* About this task *
Every line below that contains the word "Math" must be copied.

Data extracts START

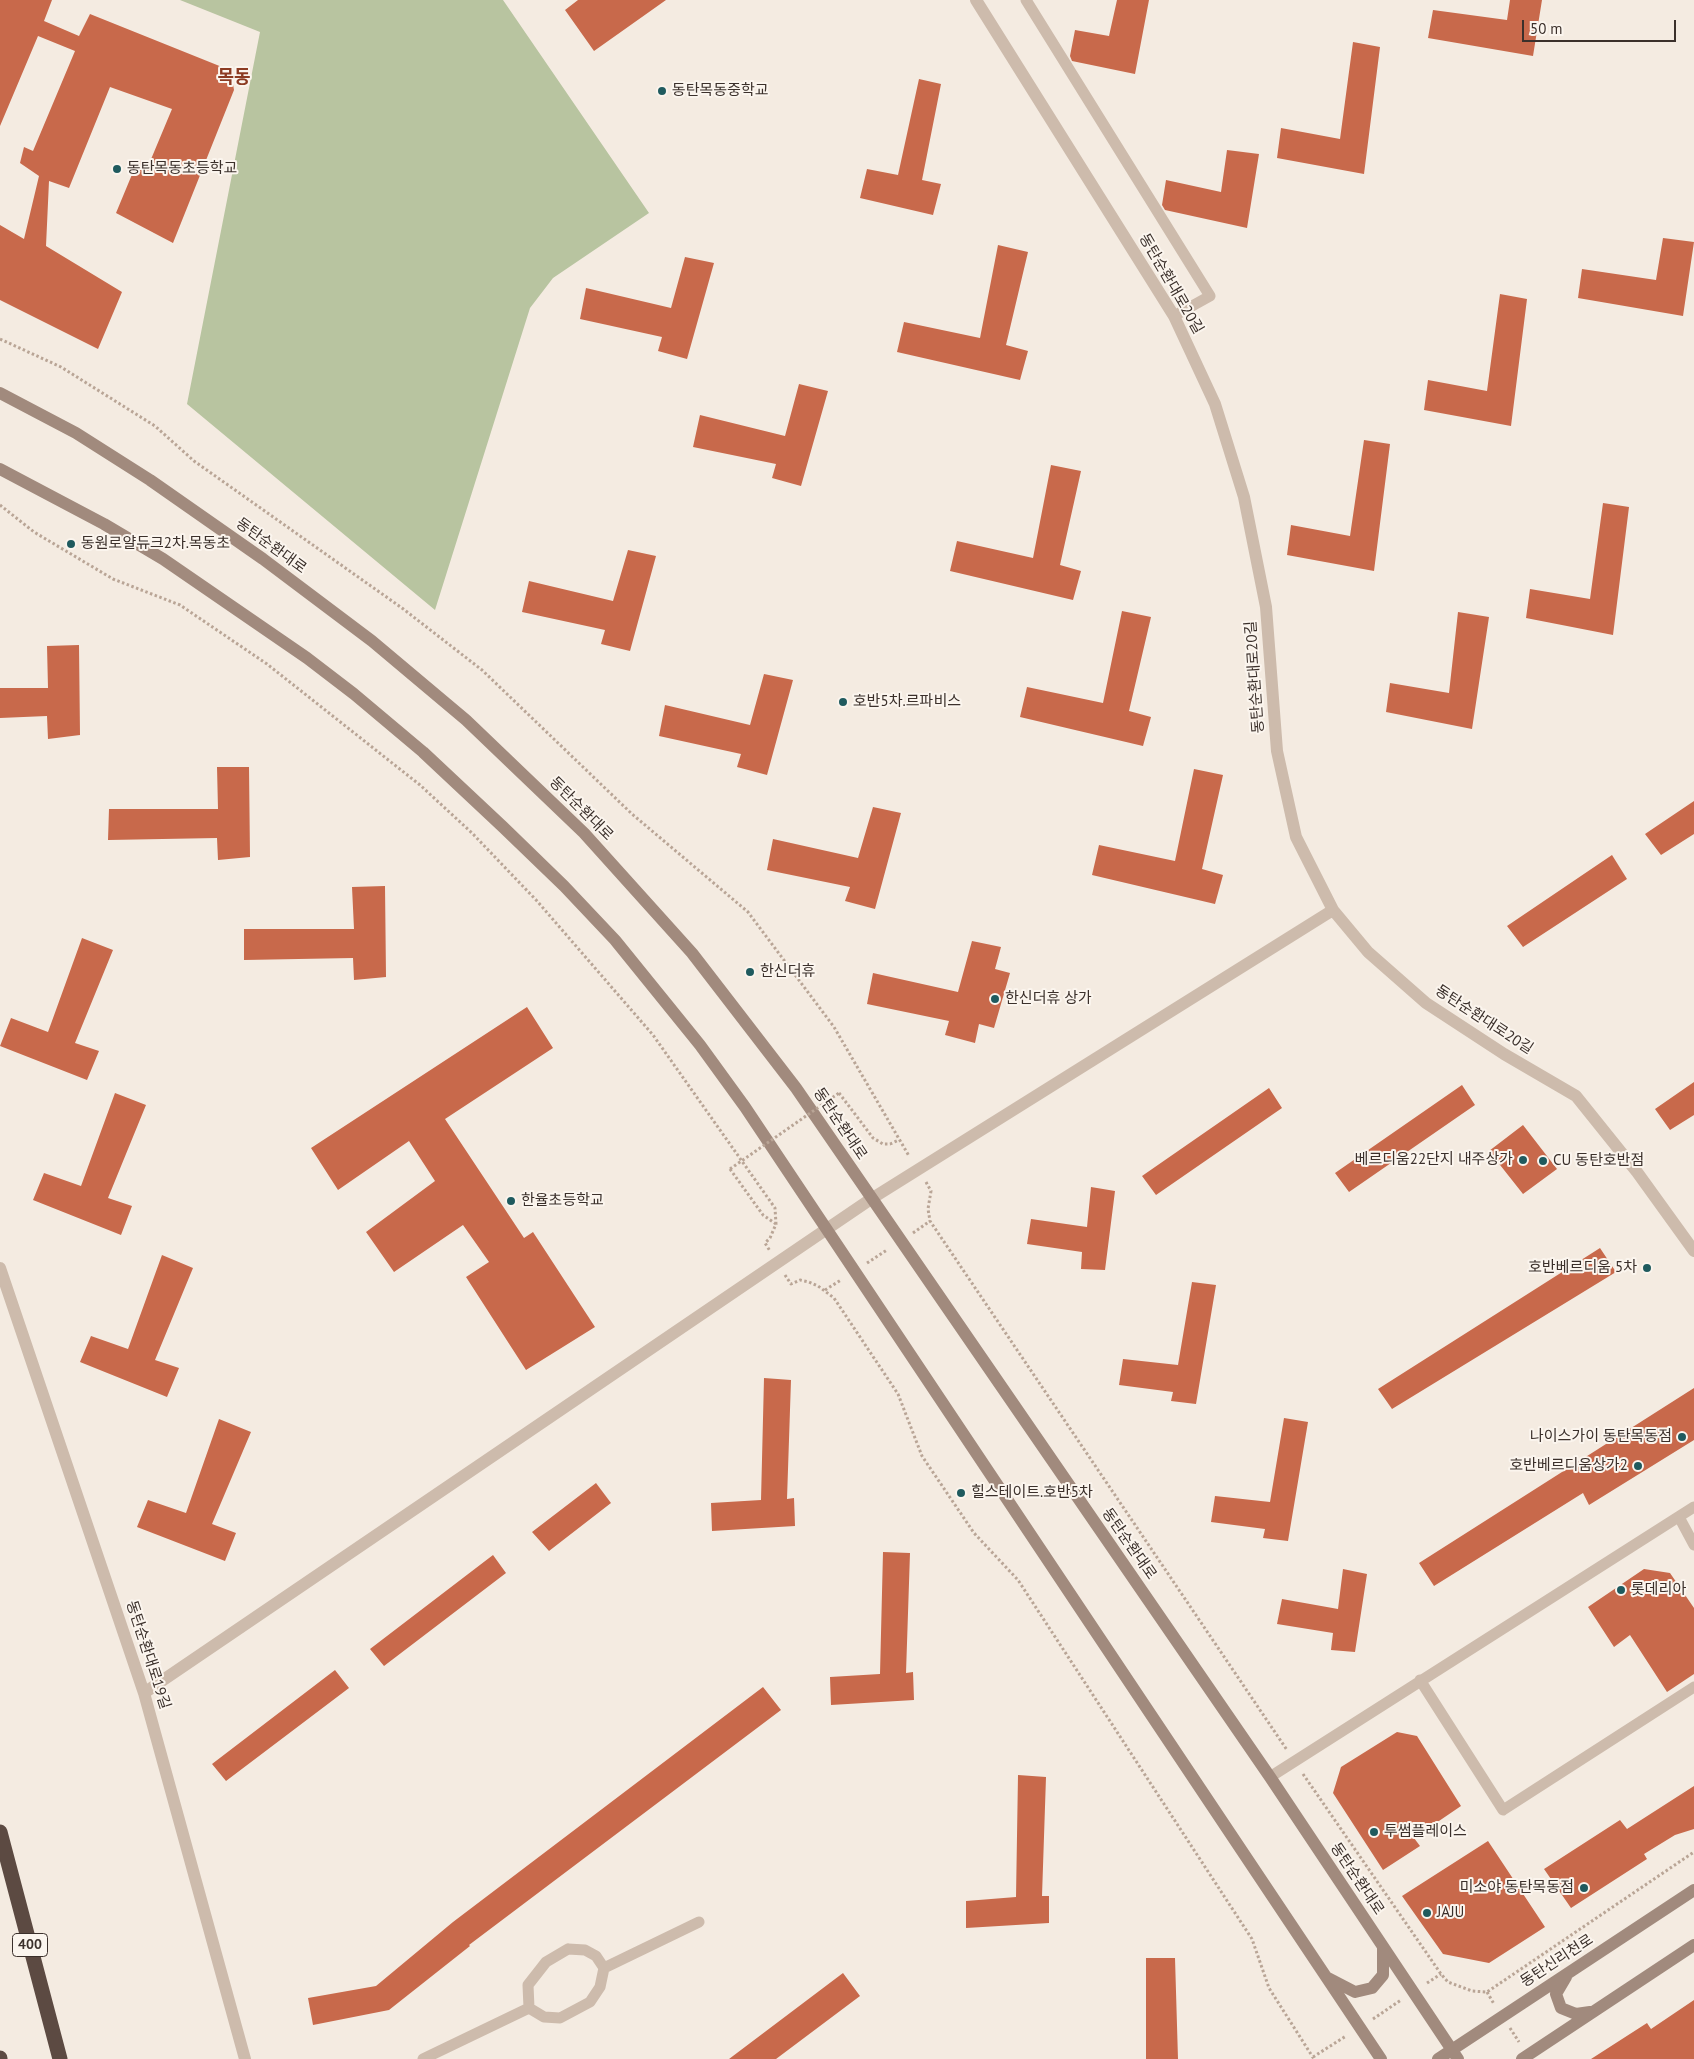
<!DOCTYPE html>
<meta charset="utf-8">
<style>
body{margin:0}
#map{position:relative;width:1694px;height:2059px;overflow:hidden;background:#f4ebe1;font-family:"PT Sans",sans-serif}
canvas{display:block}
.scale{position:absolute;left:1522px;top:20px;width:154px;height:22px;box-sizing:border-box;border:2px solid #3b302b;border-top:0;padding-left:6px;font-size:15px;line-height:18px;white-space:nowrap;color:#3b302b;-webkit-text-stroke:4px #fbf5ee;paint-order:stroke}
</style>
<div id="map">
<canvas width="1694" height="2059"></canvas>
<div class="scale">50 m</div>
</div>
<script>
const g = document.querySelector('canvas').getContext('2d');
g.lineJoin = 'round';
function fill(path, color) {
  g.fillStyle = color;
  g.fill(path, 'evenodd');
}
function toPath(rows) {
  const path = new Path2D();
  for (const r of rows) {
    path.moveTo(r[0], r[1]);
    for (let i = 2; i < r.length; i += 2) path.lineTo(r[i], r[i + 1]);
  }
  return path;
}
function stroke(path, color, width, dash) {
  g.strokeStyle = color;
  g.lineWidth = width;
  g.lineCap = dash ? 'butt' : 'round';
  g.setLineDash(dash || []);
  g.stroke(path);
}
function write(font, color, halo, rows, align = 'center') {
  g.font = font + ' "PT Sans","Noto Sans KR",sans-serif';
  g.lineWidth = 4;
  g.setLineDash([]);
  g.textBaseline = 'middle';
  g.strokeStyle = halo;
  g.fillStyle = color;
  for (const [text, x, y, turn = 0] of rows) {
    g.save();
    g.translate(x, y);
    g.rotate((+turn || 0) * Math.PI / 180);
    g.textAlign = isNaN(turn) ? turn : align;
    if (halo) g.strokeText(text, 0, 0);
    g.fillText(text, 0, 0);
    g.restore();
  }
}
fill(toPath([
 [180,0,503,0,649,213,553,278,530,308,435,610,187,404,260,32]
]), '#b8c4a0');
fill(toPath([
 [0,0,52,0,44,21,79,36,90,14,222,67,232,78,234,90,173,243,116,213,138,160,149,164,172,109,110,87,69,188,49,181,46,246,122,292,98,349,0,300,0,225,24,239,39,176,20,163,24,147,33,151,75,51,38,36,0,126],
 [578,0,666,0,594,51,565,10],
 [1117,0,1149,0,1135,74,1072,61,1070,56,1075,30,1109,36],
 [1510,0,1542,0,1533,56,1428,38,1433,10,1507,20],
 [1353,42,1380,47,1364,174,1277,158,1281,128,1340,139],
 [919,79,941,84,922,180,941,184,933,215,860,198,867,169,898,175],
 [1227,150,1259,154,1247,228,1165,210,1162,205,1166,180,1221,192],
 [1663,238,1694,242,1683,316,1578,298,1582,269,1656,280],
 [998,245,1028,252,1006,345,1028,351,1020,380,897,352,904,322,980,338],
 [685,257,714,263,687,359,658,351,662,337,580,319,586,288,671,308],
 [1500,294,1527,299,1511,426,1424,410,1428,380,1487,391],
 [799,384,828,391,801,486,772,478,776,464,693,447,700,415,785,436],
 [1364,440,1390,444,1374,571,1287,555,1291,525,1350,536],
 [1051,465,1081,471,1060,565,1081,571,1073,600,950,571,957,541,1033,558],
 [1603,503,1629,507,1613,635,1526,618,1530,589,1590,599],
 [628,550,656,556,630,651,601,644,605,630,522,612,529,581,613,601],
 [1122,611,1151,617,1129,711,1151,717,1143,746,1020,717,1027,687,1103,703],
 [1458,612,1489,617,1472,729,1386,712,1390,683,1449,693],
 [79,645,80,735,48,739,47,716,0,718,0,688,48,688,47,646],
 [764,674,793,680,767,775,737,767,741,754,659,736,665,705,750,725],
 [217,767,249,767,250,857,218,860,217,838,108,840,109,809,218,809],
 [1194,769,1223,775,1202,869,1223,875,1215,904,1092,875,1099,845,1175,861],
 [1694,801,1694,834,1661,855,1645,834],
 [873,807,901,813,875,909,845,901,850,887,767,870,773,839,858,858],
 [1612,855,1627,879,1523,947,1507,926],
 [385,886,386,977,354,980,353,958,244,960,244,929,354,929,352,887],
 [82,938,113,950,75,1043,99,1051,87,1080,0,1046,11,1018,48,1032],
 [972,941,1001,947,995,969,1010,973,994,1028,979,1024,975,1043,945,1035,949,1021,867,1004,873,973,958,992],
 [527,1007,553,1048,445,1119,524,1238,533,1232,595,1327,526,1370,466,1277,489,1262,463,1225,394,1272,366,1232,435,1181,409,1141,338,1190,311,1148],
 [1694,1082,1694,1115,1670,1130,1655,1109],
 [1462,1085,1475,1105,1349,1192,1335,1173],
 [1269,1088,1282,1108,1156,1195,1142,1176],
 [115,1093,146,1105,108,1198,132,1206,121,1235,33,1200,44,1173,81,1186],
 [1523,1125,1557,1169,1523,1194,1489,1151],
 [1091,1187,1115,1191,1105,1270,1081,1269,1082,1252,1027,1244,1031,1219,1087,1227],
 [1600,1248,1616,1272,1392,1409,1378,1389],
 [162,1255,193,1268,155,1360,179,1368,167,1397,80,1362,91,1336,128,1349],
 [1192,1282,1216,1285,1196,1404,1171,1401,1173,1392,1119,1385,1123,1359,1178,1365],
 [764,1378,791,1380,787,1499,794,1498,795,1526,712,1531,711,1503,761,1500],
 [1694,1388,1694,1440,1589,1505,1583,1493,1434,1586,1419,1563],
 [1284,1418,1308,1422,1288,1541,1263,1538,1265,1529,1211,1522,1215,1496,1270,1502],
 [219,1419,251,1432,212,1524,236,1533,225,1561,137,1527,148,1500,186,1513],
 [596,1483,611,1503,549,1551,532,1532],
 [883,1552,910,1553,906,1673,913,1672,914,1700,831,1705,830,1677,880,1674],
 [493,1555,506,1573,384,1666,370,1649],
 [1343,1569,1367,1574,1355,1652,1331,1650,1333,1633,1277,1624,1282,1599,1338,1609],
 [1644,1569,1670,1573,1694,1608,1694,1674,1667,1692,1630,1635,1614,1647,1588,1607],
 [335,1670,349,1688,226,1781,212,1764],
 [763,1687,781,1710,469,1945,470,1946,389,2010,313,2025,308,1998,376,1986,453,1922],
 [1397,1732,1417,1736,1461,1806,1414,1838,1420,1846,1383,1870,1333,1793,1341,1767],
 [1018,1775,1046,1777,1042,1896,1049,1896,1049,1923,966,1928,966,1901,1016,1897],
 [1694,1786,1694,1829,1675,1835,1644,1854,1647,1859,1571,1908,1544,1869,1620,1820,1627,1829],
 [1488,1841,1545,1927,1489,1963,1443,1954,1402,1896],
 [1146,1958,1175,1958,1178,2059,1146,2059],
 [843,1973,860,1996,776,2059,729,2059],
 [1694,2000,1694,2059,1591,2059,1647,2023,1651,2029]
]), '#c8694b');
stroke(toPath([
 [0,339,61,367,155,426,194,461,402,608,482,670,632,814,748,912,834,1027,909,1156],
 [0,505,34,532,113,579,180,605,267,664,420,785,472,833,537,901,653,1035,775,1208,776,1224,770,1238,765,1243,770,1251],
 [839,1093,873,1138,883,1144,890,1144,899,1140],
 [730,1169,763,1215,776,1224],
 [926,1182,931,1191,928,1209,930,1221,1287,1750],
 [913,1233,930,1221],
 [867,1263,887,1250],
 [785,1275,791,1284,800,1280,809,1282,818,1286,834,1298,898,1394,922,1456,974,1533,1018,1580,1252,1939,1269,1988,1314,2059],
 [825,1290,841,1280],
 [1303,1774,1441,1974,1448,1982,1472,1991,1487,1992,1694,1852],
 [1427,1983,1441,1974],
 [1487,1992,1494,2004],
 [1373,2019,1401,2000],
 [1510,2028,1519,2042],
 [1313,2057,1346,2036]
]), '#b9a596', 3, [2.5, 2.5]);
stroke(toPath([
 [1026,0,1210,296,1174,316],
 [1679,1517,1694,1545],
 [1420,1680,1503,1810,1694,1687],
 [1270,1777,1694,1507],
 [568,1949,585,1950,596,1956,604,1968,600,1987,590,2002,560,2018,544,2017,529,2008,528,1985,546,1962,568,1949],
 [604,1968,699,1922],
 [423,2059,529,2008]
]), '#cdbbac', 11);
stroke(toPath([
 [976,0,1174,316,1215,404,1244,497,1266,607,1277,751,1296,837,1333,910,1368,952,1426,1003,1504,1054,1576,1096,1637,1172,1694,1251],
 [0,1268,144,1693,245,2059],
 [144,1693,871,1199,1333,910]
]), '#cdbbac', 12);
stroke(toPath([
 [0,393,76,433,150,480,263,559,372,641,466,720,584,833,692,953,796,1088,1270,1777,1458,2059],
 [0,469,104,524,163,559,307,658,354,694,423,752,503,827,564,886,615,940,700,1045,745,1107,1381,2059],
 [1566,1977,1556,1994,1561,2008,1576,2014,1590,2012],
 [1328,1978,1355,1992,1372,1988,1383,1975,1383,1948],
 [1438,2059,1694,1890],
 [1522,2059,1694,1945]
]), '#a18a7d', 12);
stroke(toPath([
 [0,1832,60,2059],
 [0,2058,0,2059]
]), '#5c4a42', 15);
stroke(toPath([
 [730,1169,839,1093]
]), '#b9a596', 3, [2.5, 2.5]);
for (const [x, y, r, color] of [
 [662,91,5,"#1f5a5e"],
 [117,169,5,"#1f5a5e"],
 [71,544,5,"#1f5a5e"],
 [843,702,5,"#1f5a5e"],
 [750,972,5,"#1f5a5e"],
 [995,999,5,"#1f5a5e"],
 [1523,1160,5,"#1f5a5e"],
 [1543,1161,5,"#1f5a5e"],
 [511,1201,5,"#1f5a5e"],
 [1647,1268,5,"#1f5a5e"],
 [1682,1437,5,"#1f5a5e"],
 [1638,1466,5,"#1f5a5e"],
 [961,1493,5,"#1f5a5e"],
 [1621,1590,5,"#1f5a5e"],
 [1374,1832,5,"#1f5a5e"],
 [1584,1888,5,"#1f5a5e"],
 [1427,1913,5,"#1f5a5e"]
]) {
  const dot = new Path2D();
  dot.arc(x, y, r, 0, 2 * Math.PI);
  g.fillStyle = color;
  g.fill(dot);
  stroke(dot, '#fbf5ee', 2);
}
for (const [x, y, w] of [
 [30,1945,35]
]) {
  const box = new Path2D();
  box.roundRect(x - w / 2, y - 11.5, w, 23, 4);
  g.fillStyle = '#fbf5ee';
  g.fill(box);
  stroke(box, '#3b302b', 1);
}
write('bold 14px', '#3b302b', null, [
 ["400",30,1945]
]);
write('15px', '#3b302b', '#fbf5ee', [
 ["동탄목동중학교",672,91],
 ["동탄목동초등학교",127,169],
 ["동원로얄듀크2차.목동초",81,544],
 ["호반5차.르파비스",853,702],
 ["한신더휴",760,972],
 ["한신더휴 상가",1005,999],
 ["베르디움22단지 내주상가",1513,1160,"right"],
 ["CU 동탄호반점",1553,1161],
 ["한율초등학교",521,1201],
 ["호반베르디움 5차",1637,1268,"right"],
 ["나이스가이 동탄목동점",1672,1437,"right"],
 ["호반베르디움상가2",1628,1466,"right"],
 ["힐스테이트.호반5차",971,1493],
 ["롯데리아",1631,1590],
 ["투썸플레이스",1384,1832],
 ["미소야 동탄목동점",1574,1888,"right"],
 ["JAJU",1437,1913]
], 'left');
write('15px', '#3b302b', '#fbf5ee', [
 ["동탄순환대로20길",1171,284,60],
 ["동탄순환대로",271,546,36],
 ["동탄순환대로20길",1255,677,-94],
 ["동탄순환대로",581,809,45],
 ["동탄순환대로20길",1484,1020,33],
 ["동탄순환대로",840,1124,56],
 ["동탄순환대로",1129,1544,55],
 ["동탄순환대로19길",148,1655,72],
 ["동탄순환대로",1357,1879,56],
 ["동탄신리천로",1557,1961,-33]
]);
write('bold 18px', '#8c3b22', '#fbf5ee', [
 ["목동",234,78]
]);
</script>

Data extracts END

* Written answer *
    g.rotate((+turn || 0) * Math.PI / 180);
  dot.arc(x, y, r, 0, 2 * Math.PI);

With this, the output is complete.